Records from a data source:
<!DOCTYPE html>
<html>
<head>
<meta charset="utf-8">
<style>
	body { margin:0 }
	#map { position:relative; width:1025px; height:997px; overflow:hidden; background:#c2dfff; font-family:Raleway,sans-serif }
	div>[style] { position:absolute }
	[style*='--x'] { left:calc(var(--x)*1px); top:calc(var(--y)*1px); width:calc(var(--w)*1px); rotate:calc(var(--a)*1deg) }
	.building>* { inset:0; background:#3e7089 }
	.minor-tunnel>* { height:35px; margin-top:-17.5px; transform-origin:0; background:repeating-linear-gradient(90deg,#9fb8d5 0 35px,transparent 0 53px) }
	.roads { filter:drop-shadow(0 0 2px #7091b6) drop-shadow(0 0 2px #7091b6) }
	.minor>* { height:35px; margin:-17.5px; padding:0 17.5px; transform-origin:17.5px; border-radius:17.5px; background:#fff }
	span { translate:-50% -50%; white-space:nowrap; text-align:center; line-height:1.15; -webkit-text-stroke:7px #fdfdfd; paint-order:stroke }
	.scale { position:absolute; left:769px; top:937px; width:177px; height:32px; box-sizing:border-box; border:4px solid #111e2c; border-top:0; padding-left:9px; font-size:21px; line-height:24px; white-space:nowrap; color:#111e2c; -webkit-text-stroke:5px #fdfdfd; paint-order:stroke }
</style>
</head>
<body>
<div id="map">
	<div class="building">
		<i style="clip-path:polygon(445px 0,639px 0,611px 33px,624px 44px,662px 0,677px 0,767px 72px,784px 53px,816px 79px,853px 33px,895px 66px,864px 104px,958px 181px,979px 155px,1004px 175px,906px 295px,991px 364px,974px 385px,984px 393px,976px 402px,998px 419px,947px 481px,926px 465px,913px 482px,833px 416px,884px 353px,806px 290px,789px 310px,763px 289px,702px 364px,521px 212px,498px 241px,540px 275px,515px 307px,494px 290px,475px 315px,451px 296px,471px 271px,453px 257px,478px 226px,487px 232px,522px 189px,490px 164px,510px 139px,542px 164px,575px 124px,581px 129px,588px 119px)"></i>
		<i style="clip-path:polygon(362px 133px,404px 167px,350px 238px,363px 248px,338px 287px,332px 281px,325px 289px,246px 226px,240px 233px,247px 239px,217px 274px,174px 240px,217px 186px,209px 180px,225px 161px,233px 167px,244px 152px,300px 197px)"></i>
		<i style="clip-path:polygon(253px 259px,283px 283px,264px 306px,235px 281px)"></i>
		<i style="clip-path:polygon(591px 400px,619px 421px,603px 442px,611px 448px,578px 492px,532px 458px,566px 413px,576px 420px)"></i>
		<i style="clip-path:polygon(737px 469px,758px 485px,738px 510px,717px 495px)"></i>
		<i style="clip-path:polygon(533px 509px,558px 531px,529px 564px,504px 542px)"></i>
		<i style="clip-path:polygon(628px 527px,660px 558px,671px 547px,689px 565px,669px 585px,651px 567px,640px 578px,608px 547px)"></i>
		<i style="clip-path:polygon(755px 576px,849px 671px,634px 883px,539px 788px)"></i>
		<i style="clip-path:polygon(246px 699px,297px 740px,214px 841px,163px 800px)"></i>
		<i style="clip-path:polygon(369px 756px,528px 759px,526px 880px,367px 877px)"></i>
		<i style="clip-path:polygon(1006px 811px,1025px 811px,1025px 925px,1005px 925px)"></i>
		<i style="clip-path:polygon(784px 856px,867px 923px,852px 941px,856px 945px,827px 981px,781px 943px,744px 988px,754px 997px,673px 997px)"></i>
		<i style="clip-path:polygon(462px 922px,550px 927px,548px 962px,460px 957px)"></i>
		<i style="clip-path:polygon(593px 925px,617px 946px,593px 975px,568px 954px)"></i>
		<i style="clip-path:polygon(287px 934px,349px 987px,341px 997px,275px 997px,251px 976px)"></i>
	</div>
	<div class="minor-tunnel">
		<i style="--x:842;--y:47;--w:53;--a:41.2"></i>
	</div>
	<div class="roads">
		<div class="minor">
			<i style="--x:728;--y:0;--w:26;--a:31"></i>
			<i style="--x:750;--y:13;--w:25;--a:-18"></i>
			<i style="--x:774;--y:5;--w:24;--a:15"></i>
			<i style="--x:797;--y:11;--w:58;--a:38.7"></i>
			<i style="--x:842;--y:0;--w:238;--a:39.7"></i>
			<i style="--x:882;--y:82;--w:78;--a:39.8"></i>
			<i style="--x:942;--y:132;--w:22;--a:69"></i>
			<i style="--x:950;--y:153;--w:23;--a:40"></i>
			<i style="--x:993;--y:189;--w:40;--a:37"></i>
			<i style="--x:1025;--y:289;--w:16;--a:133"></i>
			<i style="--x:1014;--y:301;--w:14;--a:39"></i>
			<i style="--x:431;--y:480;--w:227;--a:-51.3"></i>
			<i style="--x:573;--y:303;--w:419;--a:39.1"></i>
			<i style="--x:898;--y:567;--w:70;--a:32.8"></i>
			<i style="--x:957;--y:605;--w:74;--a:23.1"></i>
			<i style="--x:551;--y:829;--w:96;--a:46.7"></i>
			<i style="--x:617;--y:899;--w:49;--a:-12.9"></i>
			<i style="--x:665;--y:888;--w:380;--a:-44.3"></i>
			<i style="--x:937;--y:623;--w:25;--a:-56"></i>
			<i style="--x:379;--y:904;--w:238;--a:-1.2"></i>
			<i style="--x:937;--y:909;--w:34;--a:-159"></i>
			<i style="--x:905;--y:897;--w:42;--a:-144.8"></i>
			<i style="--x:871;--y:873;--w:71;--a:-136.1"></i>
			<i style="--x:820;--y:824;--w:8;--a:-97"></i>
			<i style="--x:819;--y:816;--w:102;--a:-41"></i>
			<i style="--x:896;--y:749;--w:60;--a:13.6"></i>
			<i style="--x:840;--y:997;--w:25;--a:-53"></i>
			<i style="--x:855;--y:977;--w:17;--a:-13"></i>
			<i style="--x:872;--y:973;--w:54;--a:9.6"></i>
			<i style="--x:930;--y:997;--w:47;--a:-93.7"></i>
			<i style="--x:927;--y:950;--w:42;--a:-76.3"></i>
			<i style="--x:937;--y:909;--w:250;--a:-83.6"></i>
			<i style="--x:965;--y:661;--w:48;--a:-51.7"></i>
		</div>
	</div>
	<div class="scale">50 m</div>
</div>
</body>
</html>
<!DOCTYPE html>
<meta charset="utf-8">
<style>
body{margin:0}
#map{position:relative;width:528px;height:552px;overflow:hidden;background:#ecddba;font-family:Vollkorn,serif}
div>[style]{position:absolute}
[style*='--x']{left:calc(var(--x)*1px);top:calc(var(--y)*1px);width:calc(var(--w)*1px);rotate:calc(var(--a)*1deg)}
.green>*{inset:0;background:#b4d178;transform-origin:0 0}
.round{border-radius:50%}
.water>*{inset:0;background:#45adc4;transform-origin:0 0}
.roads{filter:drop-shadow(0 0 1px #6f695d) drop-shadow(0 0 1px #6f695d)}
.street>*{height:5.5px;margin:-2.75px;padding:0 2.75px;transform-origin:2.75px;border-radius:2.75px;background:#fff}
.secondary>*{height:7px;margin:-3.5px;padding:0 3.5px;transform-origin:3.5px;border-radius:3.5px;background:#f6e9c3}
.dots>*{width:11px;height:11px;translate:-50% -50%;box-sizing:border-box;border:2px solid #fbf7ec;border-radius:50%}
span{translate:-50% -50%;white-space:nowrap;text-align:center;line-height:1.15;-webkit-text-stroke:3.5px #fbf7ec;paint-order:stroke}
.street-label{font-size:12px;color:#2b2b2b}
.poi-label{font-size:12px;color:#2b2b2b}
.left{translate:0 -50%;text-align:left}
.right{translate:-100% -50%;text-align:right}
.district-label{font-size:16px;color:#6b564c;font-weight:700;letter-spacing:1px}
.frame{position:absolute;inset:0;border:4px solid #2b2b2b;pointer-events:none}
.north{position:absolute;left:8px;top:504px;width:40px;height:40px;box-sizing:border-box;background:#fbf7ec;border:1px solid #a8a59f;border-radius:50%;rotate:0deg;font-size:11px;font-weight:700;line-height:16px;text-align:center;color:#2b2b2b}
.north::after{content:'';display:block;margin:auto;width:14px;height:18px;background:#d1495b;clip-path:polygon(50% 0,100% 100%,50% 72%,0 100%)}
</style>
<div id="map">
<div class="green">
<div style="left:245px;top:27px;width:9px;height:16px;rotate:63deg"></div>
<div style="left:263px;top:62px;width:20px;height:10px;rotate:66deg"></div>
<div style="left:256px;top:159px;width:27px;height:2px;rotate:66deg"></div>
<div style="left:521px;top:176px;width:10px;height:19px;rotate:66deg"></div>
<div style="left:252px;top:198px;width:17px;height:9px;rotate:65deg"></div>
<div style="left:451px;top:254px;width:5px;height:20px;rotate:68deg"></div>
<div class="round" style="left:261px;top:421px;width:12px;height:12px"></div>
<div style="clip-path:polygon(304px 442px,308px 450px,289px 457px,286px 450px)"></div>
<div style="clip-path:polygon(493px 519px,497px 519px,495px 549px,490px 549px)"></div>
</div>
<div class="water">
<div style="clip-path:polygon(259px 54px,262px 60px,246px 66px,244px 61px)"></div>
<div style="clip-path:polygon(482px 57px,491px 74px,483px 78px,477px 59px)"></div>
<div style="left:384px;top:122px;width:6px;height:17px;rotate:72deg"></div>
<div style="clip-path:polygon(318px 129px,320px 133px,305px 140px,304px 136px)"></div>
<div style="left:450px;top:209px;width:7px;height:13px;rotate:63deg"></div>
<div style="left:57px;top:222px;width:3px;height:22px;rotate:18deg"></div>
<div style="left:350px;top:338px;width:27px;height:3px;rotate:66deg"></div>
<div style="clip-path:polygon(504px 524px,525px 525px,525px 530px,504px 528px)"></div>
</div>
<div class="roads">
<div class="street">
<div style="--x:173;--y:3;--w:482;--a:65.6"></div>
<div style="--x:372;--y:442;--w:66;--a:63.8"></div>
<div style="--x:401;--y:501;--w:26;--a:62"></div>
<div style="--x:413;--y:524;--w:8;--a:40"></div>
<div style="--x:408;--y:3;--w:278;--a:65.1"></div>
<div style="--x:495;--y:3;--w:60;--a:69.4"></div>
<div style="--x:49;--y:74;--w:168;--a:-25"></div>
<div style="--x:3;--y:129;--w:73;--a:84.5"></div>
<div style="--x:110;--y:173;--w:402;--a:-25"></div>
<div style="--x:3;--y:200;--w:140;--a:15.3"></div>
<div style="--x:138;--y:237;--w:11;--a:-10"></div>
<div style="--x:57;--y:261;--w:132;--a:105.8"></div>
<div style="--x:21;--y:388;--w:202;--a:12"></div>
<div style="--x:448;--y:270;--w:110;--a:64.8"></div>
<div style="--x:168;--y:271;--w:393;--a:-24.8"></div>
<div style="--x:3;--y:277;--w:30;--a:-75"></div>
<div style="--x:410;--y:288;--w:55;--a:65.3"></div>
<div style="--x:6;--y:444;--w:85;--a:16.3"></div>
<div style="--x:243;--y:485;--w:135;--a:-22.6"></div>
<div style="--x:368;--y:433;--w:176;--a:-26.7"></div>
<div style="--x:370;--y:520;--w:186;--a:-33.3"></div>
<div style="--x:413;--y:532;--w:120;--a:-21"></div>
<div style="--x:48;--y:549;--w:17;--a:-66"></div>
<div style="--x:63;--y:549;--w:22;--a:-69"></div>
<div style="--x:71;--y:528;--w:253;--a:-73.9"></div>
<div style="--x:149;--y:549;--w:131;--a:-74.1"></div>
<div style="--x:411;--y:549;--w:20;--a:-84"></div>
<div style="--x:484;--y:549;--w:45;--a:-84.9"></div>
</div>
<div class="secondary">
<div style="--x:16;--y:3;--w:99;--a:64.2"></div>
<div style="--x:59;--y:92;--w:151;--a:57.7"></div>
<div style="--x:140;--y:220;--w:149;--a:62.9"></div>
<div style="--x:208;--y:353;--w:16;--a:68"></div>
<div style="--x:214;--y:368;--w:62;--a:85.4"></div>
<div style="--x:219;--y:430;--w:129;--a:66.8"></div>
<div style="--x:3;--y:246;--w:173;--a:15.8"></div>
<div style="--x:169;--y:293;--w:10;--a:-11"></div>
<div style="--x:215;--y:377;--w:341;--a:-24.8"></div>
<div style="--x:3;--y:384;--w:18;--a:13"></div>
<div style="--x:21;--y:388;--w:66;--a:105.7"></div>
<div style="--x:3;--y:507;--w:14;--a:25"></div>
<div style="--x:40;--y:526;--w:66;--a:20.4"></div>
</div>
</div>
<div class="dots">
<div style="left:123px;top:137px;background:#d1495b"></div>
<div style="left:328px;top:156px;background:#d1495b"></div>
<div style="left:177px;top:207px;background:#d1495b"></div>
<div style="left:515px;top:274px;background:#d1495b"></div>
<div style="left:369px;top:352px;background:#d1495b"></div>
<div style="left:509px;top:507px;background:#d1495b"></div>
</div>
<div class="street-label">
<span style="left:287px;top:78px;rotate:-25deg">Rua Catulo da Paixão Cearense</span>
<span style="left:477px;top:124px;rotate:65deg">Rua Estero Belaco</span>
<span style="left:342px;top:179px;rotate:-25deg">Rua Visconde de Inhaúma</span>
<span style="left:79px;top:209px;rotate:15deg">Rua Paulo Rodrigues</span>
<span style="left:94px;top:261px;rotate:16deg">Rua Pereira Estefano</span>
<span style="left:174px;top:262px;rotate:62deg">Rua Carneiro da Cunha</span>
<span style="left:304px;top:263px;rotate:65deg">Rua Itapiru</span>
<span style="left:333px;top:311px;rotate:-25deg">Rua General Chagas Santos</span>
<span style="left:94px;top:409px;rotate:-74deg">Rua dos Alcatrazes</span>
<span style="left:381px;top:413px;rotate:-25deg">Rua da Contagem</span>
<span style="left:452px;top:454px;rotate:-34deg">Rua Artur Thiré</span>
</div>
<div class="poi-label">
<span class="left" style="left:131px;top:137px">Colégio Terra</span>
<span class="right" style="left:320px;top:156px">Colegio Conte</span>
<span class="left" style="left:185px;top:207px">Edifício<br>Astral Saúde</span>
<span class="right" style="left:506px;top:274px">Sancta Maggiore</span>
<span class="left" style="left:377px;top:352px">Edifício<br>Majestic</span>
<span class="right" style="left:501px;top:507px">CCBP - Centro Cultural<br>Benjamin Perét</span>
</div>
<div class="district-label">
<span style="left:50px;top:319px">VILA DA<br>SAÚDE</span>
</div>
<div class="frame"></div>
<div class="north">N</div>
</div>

TASK STATEMENT => The word to look for is "serif"; copy out every line of the entries that holds it.

OUTPUT OF THE TASK =>
	#map { position:relative; width:1025px; height:997px; overflow:hidden; background:#c2dfff; font-family:Raleway,sans-serif }
#map{position:relative;width:528px;height:552px;overflow:hidden;background:#ecddba;font-family:Vollkorn,serif}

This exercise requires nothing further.